Он не знает других животных в тайге, делающих запасы на зиму.

— Мне один человек рассказывал, — продолжает он, — сибиряк-охотник, он ходил в тайгу с одним сухарем и двумя небольшими мешочками, в одном — табак и спички, в другом — соль. Мясо добывал силками и капканами. Чего поймает, шкурку сдерет, на вертел тушку насадит и через полчаса — жаркое: заяц или белка.

— Он что, и белку ел? — интересуется Котик.

— С голодухи и крыс едят, — мрачно вставляет доцент, и мы замолкаем: крыс из нас, кажется, еще никто не ел…

В Валере мало лагерного и много от прежней жизни, особенно фронтовой. В лагере он недавно, оголодать, как Полищук, не успел, жена регулярно шлет посылки, которыми он делится с нами, только сало и чеснок бережет для побега. Он по-детски доверчив и по-фронтовому верит в дружбу. Мы, зэки со стажем, все это давно забыли.

Самый старый из нас Прокопий Полищук — ему уже за сорок — сказал как-то:

— Валера — мальчишка. Втянул нас в авантюру.

— Чего ж ты лез?

Он поежился, нахохлил бушлат и стал похож на старого петуха.

— Хрен его знает, чего. Вы с Котиком рванули, ну и я, старый осел… Наверное, тоже свободы захотел: хоть день без конвоя.

И уже в бараке, укладываясь спать, признался:

— Боюсь одного: как бы по моему следу не пустили старшину Гребнева с его собакой, тогда — хана.

Он накрылся с головой одеялом — типичная привычка зэка, — но еще долго вздыхал и кашлял.

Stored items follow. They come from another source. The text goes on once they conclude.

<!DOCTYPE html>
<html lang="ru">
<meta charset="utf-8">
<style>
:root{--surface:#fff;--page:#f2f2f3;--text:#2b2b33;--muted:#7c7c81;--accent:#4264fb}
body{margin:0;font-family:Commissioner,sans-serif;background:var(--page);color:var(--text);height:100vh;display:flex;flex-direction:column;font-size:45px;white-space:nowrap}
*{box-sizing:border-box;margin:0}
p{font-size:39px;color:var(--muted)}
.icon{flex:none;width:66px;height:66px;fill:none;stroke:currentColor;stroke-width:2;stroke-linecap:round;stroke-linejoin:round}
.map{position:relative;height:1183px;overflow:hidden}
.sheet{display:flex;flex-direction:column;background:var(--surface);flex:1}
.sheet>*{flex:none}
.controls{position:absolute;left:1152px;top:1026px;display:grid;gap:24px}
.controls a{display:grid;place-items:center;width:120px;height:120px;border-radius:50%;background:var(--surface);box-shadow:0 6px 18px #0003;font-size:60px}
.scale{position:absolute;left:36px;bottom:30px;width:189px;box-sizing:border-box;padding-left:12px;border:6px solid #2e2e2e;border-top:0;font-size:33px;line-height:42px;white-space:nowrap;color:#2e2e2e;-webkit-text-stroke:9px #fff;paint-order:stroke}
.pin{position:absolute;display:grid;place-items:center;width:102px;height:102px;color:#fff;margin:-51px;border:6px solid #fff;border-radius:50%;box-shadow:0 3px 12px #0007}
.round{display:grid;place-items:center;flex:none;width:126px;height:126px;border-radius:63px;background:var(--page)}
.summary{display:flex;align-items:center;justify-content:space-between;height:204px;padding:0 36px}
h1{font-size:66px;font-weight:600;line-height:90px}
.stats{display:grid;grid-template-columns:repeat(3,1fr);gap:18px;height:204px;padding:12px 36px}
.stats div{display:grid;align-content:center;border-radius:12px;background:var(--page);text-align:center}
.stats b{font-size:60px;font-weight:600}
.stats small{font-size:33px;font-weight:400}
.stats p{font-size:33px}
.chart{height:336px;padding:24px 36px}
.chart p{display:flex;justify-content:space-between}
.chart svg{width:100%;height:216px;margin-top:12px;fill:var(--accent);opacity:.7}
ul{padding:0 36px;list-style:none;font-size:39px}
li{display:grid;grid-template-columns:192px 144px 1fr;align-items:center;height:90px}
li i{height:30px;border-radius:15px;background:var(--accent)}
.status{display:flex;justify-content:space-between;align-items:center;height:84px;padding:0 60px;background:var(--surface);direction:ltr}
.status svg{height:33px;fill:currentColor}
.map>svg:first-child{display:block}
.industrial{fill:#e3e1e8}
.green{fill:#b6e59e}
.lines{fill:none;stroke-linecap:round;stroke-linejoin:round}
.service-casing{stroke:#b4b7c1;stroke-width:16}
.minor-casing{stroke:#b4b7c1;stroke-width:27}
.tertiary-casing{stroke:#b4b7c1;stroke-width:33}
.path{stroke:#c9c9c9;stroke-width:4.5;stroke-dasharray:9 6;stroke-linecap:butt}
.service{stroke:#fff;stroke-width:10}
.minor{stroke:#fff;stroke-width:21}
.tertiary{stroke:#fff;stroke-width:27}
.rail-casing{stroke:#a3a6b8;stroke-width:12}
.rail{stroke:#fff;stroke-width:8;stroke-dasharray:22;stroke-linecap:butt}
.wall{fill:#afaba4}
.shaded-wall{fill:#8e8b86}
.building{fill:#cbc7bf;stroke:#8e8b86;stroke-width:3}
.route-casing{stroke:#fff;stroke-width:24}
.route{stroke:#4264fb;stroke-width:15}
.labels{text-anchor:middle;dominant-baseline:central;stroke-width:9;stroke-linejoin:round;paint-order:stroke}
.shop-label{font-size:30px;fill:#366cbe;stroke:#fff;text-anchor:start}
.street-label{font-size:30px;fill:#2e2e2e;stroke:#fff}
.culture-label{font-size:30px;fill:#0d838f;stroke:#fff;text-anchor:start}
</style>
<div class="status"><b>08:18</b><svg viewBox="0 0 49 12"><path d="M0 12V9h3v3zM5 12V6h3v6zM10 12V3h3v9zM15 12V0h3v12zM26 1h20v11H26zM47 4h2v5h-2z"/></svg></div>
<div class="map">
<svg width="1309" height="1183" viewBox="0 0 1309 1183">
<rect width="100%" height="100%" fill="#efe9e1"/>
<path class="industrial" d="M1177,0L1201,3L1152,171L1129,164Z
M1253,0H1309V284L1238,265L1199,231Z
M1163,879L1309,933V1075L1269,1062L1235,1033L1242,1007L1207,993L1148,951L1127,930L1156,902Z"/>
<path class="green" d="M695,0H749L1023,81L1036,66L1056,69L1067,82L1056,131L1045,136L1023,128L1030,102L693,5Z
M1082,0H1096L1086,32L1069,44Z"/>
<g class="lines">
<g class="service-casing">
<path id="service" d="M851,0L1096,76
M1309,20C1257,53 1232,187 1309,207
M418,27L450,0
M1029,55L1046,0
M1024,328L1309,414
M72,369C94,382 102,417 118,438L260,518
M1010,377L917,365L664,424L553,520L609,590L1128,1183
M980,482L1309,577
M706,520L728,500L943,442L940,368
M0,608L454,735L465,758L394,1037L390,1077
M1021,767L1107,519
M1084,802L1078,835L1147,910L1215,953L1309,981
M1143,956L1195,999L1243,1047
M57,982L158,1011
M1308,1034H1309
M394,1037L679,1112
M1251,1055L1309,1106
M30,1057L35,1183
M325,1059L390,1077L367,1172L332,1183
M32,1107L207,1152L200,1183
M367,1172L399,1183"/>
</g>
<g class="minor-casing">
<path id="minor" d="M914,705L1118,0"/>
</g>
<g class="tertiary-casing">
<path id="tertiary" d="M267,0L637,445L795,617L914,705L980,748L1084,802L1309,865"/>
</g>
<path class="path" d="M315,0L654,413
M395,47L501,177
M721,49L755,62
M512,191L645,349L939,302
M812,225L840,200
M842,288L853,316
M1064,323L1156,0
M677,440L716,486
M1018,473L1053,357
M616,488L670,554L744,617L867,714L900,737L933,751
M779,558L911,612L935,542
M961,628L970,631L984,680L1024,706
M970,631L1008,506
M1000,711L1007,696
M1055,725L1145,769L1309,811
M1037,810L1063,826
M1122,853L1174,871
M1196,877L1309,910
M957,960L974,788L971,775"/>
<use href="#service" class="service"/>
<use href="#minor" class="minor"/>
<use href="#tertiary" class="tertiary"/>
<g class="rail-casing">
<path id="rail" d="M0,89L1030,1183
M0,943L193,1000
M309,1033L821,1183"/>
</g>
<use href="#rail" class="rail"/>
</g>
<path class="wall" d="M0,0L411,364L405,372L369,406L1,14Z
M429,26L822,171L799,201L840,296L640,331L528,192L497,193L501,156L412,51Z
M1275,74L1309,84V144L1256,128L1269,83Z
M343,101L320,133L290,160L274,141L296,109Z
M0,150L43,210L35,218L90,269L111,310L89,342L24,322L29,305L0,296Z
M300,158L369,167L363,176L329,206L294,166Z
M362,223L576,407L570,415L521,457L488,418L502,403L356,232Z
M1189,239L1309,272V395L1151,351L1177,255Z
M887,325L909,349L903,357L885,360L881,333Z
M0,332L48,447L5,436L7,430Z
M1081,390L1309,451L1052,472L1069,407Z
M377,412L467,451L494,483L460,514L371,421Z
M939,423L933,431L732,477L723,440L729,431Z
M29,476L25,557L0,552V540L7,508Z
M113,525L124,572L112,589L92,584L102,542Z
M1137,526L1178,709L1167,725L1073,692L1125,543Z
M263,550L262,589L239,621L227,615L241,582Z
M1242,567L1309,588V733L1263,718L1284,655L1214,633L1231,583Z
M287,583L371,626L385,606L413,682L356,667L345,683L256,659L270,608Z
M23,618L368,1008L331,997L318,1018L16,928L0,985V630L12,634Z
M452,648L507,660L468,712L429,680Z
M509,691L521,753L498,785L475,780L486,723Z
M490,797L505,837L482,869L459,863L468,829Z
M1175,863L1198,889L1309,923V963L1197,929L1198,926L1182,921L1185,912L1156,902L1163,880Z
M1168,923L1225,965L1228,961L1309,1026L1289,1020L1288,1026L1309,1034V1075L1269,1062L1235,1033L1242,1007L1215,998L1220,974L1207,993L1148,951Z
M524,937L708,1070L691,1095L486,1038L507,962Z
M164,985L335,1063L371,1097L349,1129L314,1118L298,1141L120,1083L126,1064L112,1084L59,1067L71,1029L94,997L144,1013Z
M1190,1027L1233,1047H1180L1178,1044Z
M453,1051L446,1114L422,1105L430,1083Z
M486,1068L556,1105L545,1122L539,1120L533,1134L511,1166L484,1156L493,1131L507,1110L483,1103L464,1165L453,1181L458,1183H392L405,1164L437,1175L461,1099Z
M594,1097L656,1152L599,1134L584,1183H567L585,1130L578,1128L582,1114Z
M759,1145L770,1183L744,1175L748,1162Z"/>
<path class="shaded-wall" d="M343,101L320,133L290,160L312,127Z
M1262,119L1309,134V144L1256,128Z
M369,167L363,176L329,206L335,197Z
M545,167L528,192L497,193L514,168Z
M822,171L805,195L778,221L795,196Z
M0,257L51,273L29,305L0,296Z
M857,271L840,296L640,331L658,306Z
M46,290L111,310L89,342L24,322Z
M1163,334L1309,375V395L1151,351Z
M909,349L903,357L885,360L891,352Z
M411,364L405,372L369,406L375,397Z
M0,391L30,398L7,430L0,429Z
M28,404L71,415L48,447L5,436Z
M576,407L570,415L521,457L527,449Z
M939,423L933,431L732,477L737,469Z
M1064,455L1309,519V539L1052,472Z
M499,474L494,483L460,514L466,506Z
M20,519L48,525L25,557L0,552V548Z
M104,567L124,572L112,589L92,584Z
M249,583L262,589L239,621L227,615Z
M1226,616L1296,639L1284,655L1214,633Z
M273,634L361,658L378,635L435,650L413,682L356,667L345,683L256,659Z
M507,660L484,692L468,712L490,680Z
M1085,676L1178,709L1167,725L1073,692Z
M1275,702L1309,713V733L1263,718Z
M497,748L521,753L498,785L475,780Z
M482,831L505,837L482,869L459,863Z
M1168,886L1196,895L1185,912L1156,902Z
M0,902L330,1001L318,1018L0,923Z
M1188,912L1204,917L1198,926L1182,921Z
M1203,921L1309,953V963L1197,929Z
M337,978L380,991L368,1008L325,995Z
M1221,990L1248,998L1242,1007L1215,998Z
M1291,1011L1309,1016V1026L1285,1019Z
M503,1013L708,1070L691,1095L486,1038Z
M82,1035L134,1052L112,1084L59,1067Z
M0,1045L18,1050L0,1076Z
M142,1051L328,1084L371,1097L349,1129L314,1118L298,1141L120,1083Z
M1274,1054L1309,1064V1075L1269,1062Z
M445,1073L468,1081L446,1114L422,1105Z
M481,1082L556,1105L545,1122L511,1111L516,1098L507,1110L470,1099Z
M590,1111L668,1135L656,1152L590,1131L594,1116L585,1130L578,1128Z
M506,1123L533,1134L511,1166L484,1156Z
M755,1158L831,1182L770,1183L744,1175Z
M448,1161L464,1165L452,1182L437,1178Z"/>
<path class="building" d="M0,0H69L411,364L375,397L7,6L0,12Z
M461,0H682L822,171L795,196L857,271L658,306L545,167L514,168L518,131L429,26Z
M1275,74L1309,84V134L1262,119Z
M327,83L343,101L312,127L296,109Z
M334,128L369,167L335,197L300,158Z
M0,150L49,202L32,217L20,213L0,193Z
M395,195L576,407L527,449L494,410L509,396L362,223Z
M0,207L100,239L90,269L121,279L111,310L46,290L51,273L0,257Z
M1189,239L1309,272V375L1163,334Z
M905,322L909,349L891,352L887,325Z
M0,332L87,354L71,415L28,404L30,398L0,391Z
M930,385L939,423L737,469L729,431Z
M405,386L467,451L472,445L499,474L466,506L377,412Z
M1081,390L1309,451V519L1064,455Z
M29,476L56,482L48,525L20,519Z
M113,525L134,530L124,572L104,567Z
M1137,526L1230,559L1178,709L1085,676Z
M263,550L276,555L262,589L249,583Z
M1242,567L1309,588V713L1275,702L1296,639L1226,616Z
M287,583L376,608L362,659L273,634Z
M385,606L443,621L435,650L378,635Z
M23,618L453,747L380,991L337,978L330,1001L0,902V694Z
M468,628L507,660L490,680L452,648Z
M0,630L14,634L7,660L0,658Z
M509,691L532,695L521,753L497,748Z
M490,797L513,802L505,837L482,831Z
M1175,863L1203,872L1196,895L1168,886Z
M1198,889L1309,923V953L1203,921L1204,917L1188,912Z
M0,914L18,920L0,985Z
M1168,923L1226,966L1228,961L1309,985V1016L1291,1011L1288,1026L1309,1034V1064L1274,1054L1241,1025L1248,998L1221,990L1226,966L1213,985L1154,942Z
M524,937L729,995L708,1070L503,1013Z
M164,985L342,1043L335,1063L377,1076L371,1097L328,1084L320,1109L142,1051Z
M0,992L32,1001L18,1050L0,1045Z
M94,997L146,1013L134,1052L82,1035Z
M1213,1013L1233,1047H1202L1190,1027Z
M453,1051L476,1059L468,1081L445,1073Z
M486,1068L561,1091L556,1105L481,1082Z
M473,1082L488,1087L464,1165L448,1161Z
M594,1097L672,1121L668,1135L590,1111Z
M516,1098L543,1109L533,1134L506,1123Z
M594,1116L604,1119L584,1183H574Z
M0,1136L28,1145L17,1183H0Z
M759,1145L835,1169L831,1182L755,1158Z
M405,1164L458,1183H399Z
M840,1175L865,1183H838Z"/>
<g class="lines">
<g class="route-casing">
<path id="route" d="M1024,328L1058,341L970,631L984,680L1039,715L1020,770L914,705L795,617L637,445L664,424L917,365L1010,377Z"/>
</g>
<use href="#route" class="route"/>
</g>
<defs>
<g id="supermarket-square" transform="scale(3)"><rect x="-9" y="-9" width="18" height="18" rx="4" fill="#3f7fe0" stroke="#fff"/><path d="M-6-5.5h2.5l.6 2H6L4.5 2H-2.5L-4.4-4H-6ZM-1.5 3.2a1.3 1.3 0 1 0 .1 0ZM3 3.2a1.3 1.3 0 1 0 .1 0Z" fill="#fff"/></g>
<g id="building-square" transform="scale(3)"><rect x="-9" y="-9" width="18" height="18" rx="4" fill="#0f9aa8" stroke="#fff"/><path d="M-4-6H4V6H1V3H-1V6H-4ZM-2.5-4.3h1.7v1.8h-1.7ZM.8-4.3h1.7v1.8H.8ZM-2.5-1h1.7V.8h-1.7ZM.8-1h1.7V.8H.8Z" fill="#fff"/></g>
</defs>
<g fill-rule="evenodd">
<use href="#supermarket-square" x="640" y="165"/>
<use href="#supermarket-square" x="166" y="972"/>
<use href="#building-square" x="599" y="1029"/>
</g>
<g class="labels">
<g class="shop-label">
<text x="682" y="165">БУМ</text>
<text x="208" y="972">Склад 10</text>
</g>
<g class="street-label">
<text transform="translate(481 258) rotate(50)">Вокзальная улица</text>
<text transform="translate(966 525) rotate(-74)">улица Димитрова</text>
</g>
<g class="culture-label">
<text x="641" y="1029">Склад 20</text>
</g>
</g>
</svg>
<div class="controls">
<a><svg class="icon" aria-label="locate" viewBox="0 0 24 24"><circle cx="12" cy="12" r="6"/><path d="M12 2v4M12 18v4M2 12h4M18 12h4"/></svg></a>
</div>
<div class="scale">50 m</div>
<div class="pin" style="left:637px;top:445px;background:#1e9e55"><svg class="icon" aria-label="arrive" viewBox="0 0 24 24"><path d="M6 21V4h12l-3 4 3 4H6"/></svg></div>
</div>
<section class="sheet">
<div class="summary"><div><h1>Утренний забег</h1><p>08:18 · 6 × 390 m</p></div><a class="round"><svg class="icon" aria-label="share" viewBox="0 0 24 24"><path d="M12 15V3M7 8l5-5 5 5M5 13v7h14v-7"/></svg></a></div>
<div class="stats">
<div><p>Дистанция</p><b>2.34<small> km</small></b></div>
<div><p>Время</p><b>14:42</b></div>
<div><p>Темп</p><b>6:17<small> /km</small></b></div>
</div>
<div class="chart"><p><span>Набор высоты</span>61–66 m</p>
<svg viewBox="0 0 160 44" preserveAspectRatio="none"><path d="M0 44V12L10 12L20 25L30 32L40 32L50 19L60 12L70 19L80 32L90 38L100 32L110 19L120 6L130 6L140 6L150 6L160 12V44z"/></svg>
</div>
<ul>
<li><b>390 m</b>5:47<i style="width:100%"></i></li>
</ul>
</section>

О старшине Гребневе я услышал сразу по приходе на этот ОЛП. Говорили, бывший фронтовик, орденов и медалей — полный «иконостас», ростом высок, физически силен, по тайге носится как лось. Одни говорили, что задержаний у него 235, другие, что много больше, но все дудели в одно: не приводит он беглецов! Кончает в тайге! Потом по его следу посылают лошадь, возница-зак цепляет убитого за ноги к саням и волокает в лагерь. У вахты бедолагу кладут у самых ворот, чтобы зэки, выходя утром на работу, видели и понимали, что и с ними будет то же, если побегут.

О собаке Гребнева тоже слышал — какой же собаковод без собаки, — а вот кличку такую встретил впервые. Его собаку звали Кларой. Мне она представлялась громадной псиной — вроде тех, что сопровождают нас каждое утро на работу и обратно. Как же эти твари нас ненавидят! Захлебываясь лаем, прямо кидаются на каждого. Запах наш что ли не нравится, или черные бушлаты приводят в бешенство?

Подъем в шесть утра всегда неожиданен. Кажется, только-только задремал… Проснувшись, расталкиваю Полищука.

— Ну ты здоров спать, доцент! — но тут бросается в глаза его багровое лицо. — Похоже, тебе в санчасть надо, авось, лепила даст кантовку. У тебя жар.

— Хрен даст, — отвечает Полищук, — у меня стабильно: тридцать семь и два, до нормы не дотягивает.

Он тяжело поднимается, кашляет и не спешит вставать с нар. Я приношу ему сухие портянки от печки и валенки.

Он этого не замечает. Ему раз в месяц приходит посылка от старушки-матери — сухари и немного сала или бутылка масла. Однако то, что ему присылают, а мне нет, ставит его на ступеньку выше, и нет ничего удивительного, с его тачки зрения, что я подаю ему теплые портянки, а не он мне…

— Вторая бригада, на завтрак! — орет Сохатый.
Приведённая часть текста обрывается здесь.